Orthologous groups can be output using the orthoxml format. This is requested by adding '-x speciesInfoFilename' to the command used to call orthofinder, where speciesInfoFilename should be the filename (including the path if necessary) of a user prepared file providing the information about the species that is required by the orthoxml format. This file should contain one line per species and each line should contain the following 5 fields separated by tabs:

1. fasta filename: the filename (without path) of the fasta file for the species described on this line
2. species name: the name of the species
3. NCBI Taxon ID: the NCBI taxon ID for the species
4. source database name: the name of the database from which the fasta file was obtained (e.g. Ensembl)
5. database fasta filename: the name given to the fasta file by the database (e.g. Homo_sapiens.NCBI36.52.pep.all.fa)
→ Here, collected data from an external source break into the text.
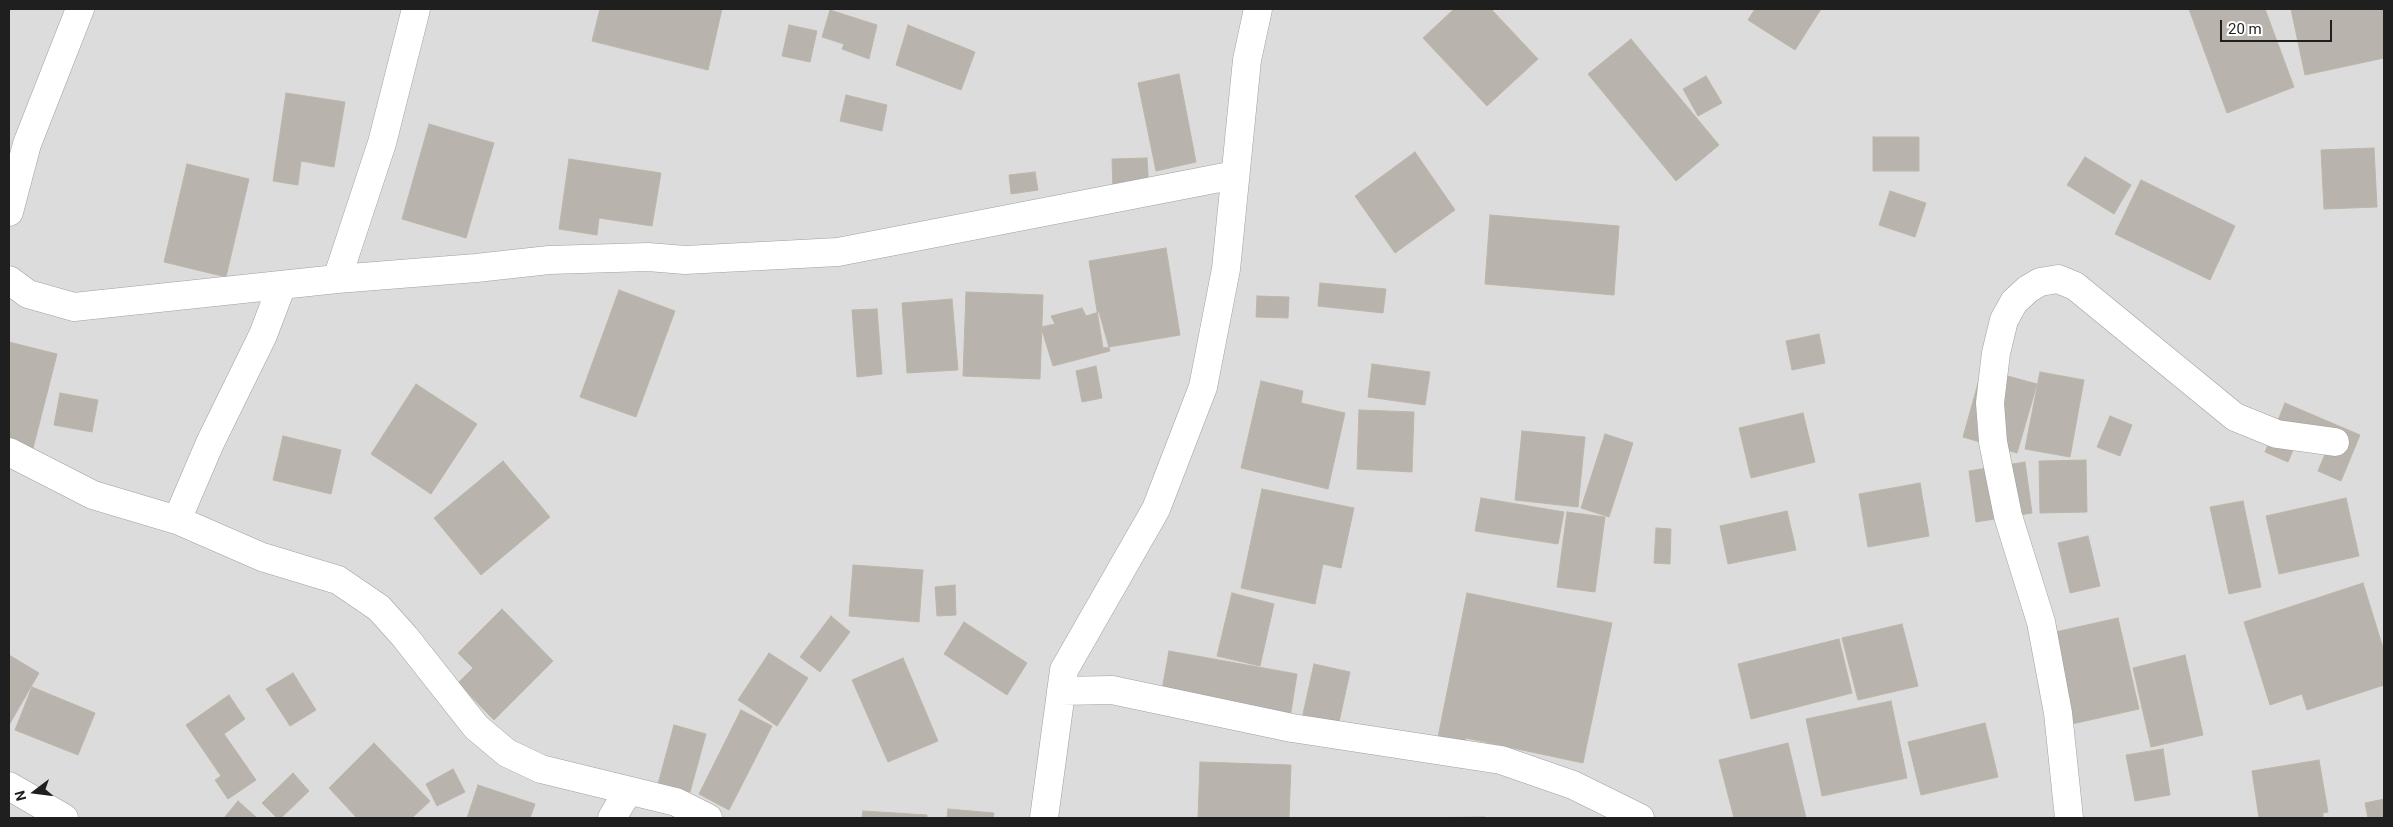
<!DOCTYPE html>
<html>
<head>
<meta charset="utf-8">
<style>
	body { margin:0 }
	#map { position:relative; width:2393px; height:827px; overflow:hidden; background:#efede6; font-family:Roboto,sans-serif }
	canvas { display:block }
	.frame { position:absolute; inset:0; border:10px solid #1f1f1f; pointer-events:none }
	.north { position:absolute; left:10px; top:767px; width:50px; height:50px; -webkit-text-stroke:4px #fff; paint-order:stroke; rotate:255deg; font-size:14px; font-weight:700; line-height:20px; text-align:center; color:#1f1f1f }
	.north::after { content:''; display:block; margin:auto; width:18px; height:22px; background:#1f1f1f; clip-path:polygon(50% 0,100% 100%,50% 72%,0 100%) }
	.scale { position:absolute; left:2220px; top:20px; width:112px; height:22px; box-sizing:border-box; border:2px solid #1f1f1f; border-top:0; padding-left:6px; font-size:15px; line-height:18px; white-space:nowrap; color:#1f1f1f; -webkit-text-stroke:4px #fff; paint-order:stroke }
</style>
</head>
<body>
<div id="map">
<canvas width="2393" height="827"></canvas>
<div class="frame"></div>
<div class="north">N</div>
<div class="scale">20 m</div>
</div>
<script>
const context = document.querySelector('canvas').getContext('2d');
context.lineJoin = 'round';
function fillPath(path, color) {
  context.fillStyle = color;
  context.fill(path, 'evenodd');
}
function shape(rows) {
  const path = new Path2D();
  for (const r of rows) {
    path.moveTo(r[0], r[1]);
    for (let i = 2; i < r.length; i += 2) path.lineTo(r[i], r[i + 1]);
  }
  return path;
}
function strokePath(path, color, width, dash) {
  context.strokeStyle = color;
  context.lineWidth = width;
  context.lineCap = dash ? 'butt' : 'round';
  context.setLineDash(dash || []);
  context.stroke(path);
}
fillPath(shape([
	[9,9,2384,9,2384,818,9,818]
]), '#dddcdc');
const building = shape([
	[600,9,722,9,708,70,592,41,600,9],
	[1454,9,1491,9,1538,59,1487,106,1423,38,1454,9],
	[1755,9,1821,9,1795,50,1748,20,1755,9],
	[2189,9,2265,9,2294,87,2227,113,2189,9],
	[2291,9,2384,9,2384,58,2305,75,2291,9],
	[830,10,877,25,869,59,842,49,844,44,822,37,830,10],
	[789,25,817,31,810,62,782,56,789,25],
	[908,25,975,52,961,90,896,65,908,25],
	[1631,39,1719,145,1676,181,1588,74,1631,39],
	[1179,74,1196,162,1156,171,1138,83,1179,74],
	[1706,76,1722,103,1698,116,1683,89,1706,76],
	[286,93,345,102,334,167,301,161,298,185,273,181,286,93],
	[846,95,887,105,882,131,840,121,846,95],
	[429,124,494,143,466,238,402,219,429,124],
	[1873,137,1919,137,1919,171,1873,171,1873,137],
	[2374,148,2377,207,2324,209,2321,150,2374,148],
	[1415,152,1455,210,1395,253,1355,196,1415,152],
	[2085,157,2131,185,2114,214,2067,185,2085,157],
	[1147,158,1149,191,1113,192,1112,159,1147,158],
	[569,159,661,173,652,226,599,218,597,235,559,229,569,159],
	[187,164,249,179,226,277,164,262,187,164],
	[1035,172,1038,190,1011,194,1009,175,1035,172],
	[2141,180,2235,226,2210,280,2115,234,2141,180],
	[1890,191,1926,203,1915,237,1879,225,1890,191],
	[1490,215,1619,226,1614,295,1485,284,1490,215],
	[1166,248,1180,335,1103,348,1089,261,1166,248],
	[1320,283,1386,289,1383,313,1318,306,1320,283],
	[619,290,675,311,636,417,580,397,619,290],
	[966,292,1043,295,1040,379,963,376,966,292],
	[1257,296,1289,297,1288,318,1256,317,1257,296],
	[952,299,958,370,907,373,902,303,952,299],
	[1082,308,1086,316,1099,312,1110,351,1053,366,1041,327,1055,324,1051,316,1082,308],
	[877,309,882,374,857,377,852,310,877,309],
	[1819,334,1825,363,1792,370,1786,341,1819,334],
	[9,342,57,354,27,472,9,467,9,342],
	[1372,364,1430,372,1425,405,1368,397,1372,364],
	[1096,366,1102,398,1082,402,1076,371,1096,366],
	[1982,369,2037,384,2017,453,1963,437,1982,369],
	[2040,372,2084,380,2070,457,2025,449,2040,372],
	[1261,381,1303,391,1301,403,1345,413,1328,489,1241,468,1261,381],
	[416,384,477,424,431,494,371,454,416,384],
	[60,393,98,400,92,432,54,425,60,393],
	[2285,403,2360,435,2341,481,2318,471,2330,442,2302,429,2288,462,2265,452,2285,403],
	[1359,410,1414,412,1412,472,1357,469,1359,410],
	[1803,413,1815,462,1751,478,1739,428,1803,413],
	[2110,416,2132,425,2120,456,2097,447,2110,416],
	[1522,431,1585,437,1578,507,1515,500,1522,431],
	[1605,434,1633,443,1609,517,1581,508,1605,434],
	[283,436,341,450,331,494,273,480,283,436],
	[2086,460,2087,512,2040,513,2039,461,2086,460],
	[503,461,550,517,481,575,434,518,503,461],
	[2025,462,2032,513,1976,522,1969,471,2025,462],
	[1920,483,1929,536,1868,547,1859,494,1920,483],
	[1262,489,1354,508,1341,568,1323,564,1315,604,1241,588,1262,489],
	[1481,498,1564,512,1558,544,1475,531,1481,498],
	[2346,498,2359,556,2279,574,2266,516,2346,498],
	[2243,501,2261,587,2229,594,2210,507,2243,501],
	[1787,511,1796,550,1728,564,1720,526,1787,511],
	[1567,512,1605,517,1595,592,1557,587,1567,512],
	[1656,528,1671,529,1670,564,1654,563,1656,528],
	[2088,536,2100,586,2070,593,2058,543,2088,536],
	[853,565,923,570,919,622,849,616,853,565],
	[2363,583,2384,651,2384,685,2307,710,2302,694,2270,705,2244,622,2363,583],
	[955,585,956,615,937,616,935,587,955,585],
	[1232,593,1274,604,1260,666,1217,656,1232,593],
	[1467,593,1612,623,1583,763,1466,738,1462,752,1436,747,1467,593],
	[502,609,553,661,494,720,458,683,473,668,458,653,502,609],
	[831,616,850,632,820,672,800,657,831,616],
	[2118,618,2139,709,2054,728,2033,637,2118,618],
	[964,622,1027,663,1007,695,944,654,964,622],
	[1902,624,1918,686,1858,700,1842,638,1902,624],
	[1839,639,1852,693,1751,719,1738,664,1839,639],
	[1169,651,1297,674,1290,718,1161,695,1169,651],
	[769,653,808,678,777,726,738,700,769,653],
	[9,655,39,673,9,725,9,655],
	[2185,655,2203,735,2151,747,2133,668,2185,655],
	[903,658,938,741,888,762,852,680,903,658],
	[1314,664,1350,672,1337,731,1301,723,1314,664],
	[293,673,316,710,290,726,266,689,293,673],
	[32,687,95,713,78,755,15,730,32,687],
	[229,695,245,719,224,734,256,780,228,799,215,780,221,776,186,725,229,695],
	[1891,701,1907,778,1822,796,1806,719,1891,701],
	[741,710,772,726,729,810,699,794,741,710],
	[1985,723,1998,777,1921,795,1908,742,1985,723],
	[674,725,706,734,690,792,658,784,674,725],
	[374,743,430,801,412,818,357,818,329,788,374,743],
	[1788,743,1806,818,1734,818,1719,760,1788,743],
	[2163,749,2170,795,2135,801,2126,755,2163,749],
	[2319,760,2328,812,2323,813,2323,818,2259,818,2252,771,2319,760],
	[1200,762,1291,765,1289,818,1198,818,1200,762],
	[453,769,465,792,437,806,426,784,453,769],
	[293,773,309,791,281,818,277,818,262,803,293,773],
	[478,785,535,804,530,818,467,818,478,785],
	[2384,799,2384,818,2368,818,2365,803,2384,799],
	[238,801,257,818,224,818,238,801],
	[948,809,994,813,993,818,947,818,948,809],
	[863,811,927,815,927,818,862,818,863,811],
	[1484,817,1484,818,1406,818,1484,817]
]);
fillPath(building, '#b8b3ac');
strokePath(building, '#bfb6a9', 1);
const minor = shape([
	[9,212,27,144,80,9],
	[337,279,382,143,416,9],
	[9,280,28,294,74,307,337,279,476,268,549,260,648,257,685,260,838,252,1235,175],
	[9,452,93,495,177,520,262,557,338,580,379,608,405,637,476,727,507,753,541,769,676,802,708,818],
	[177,520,210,443,263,335,282,285],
	[1061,691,1112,690,1292,728,1501,760,1573,785,1640,818],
	[9,786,64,818],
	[612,818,628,791],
	[1044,818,1064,670,1156,509,1203,387,1226,269,1247,60,1258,9],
	[2069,818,2058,713,2041,622,2008,516,1993,442,1990,403,1996,353,2004,320,2014,302,2028,289,2040,282,2058,279,2075,286,2235,417,2277,434,2335,442]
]);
strokePath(minor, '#a0a0a0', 29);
strokePath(minor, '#fff', 28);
</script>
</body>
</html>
so a single line of the file could look like this (where each field has been separated by a tab rather than just spaces):

HomSap.fa	Homo sapiens 36	Ensembl	Homo_sapiens.NCBI36.52.pep.all.fa

Information on the orthoxml format can be found here: http://orthoxml.org/0.3/orthoxml_doc_v0.3.html

Trees for Orthogroups

The 'trees_for_orthogroups.py' utility will automatically generate multiple sequence alignments and gene trees for each orthologous group generated by OrthoFinder. For example, once OrthoFinder has been run on the example dataset, trees_for_orthogroups can be run using:

python trees_for_orthogroups.py ExampleDataset/Results_<date> -t 16

where "ExampleDataset/Results_<date>" is the results directory from running OrthoFinder.

This will use MAFFT to generate the multiple sequence alignments and FastTree to generate the gene trees. Both of these programs need to be installed and in the system path.

Regression Tests

A set of regression tests are included in the directory Tests, they can be run by calling the script test_orthofinder.py. They currently require version 2.2.28 of NCBI BLAST and the script will exit with an error message if this is not the case.